The band is from Barcelona, Spain, but Marco says he grew up a fan of the Beatles and Bob Dylan. Their influences were entirely linguistic, though; they're the reason he writes most songs in English. Musically, Marco's work sounds more like experimental folk on the way to some Middle-Eastern Elephant 6 collective, but with Beach Boys harmonies. Throughout, he spreads a heavenly bazaar of guitar ideas and makes them seem deceptively easy.

Many of Marco's moods seem dark, though, and his more retro-stoner, psychedelic mesmerizing could put a concert-goer to sleep--so his dynamic, energizing set with drummer Daniel Dominguez in the Hotel Congress lobby was a happy surprise.

Building his songs on layered loops, Marco led the smallish crowd through most of Cuchillo's August release of the same name. He cut out the Middle Eastern-sounding drones and collapsed the recorded versions' extended intros and outros, quickening the pace and substantially increasing the intensity.

Also missing, though, were the deft accents and undercurrents of found sounds that evoke Marco's Barcelona home--seagulls calling; Mediterranean waves lapping gently or surging restlessly; the bustle and camaraderie of La Rambla; the background hum of a thousand Vespas.

For all the intricacy and imagination of his music, Marco could be an inaccessible egghead shoegazer, but his interactions with the audience were pure, unassuming charm. His English seemed flawless, but he asked permission to use Spanish, because he was still getting acclimated to the pace of the duo's 15-day, 13-show United States tour that culminates at the CMJ Music Marathon in New York.
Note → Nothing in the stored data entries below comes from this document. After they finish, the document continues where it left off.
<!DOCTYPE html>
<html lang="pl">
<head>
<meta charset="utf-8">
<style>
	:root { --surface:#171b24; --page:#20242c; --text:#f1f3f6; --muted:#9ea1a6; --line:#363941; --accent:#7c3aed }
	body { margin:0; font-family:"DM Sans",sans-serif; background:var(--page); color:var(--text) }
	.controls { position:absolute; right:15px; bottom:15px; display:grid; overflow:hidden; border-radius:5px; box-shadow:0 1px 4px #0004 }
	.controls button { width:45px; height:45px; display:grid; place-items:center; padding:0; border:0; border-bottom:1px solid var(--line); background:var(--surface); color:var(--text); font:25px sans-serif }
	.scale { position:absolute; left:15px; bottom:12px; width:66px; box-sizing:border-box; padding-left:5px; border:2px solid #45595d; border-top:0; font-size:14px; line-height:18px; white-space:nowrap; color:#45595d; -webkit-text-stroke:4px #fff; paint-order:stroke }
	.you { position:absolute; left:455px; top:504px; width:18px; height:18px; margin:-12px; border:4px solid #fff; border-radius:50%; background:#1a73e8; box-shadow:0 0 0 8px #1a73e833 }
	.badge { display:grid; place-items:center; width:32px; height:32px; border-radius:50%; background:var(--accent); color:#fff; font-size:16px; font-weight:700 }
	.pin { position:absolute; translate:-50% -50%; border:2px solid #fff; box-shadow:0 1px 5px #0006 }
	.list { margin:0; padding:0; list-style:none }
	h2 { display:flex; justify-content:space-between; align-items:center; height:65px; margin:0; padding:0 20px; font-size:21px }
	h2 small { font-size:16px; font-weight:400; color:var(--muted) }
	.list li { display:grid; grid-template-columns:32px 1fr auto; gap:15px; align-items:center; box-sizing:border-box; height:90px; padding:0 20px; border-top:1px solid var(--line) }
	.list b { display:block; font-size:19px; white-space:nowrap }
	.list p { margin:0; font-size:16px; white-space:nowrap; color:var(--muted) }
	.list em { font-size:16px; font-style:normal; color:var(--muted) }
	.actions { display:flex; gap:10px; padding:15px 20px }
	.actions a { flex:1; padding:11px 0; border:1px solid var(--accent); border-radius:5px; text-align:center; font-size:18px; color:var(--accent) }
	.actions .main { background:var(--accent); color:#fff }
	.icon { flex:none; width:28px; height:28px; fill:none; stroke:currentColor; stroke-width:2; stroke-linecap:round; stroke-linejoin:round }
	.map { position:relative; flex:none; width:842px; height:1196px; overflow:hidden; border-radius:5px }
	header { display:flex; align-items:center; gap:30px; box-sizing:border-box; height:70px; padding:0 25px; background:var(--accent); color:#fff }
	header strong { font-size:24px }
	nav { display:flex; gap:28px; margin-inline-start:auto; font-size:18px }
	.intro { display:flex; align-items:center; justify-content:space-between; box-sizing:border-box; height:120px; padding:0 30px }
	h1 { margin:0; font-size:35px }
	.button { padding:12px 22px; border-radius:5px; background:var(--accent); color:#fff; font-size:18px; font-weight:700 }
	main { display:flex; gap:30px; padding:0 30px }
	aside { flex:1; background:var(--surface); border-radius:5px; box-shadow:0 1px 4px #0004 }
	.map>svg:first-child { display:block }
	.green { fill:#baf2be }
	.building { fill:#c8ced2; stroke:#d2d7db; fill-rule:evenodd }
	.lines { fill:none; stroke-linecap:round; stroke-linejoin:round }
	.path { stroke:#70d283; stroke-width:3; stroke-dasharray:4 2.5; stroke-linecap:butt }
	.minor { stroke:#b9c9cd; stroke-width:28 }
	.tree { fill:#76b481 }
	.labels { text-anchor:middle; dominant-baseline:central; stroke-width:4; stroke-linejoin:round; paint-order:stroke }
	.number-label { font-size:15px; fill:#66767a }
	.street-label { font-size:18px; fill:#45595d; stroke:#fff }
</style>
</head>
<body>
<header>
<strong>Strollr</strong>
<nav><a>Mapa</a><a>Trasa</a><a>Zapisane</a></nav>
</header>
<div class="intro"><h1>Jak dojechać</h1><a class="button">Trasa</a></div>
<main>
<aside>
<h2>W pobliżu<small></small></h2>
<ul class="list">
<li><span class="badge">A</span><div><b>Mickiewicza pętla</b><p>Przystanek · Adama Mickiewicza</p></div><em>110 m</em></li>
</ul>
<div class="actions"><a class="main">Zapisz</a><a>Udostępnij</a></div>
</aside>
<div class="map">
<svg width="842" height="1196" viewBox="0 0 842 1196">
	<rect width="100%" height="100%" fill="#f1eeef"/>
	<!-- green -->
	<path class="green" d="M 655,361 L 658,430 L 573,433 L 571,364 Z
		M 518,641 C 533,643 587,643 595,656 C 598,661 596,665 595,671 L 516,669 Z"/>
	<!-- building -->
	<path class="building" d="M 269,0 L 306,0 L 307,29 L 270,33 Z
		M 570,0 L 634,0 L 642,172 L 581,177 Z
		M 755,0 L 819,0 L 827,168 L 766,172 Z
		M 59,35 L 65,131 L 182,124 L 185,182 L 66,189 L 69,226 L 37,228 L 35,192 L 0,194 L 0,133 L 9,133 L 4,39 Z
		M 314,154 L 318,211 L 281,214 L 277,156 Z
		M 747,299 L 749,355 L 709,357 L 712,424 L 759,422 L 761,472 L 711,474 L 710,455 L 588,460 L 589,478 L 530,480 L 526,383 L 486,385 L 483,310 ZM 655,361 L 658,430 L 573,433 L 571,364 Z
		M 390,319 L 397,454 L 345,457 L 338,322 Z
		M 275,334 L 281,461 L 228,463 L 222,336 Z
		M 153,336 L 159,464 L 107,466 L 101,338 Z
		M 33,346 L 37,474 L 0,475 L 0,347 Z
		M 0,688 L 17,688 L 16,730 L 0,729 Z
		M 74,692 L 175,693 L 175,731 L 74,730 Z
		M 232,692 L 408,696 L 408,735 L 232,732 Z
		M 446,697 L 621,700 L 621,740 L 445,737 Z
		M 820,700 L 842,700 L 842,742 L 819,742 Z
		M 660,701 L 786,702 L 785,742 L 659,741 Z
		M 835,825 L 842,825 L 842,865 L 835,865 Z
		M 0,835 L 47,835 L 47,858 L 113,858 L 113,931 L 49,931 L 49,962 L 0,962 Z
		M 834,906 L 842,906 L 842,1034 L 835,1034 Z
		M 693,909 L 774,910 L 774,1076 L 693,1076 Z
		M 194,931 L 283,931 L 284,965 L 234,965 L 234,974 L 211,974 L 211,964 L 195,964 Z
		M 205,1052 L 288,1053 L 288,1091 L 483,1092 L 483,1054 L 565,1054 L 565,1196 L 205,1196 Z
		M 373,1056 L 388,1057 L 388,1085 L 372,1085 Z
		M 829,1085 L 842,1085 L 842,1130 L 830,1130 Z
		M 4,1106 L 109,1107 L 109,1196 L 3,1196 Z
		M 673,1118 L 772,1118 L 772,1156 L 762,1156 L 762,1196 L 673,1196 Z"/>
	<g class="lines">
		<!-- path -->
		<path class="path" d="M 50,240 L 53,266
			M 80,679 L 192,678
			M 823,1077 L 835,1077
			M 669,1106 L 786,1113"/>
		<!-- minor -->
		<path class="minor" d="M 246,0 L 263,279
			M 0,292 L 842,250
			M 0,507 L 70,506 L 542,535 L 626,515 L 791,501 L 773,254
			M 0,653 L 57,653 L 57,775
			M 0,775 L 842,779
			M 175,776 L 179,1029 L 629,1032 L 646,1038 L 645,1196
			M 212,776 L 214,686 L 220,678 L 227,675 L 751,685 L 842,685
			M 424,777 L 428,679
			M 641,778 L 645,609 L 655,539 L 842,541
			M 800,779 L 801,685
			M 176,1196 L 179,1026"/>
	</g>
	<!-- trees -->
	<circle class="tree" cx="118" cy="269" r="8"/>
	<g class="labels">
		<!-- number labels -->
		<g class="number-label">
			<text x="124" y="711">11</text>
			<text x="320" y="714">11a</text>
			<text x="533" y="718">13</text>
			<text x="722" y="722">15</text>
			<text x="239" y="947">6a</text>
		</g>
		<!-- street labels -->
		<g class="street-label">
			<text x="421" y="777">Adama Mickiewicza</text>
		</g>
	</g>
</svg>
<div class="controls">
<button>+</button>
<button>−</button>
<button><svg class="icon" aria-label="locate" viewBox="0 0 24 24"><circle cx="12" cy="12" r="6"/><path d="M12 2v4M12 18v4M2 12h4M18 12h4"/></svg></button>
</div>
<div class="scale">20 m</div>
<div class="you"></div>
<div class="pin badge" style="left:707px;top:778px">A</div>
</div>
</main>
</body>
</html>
Opener and former Parisian Naim Amor made it an international evening with his inventive, eclectic style that can at least occasionally invoke an American fantasy of a Parisian café. His avant-garde mélange included the João Gilberto-like "La Siesta," an invitation to ladies' choice if there ever was one, and his offbeat and remarkable cover of "By the Time I Get to Phoenix."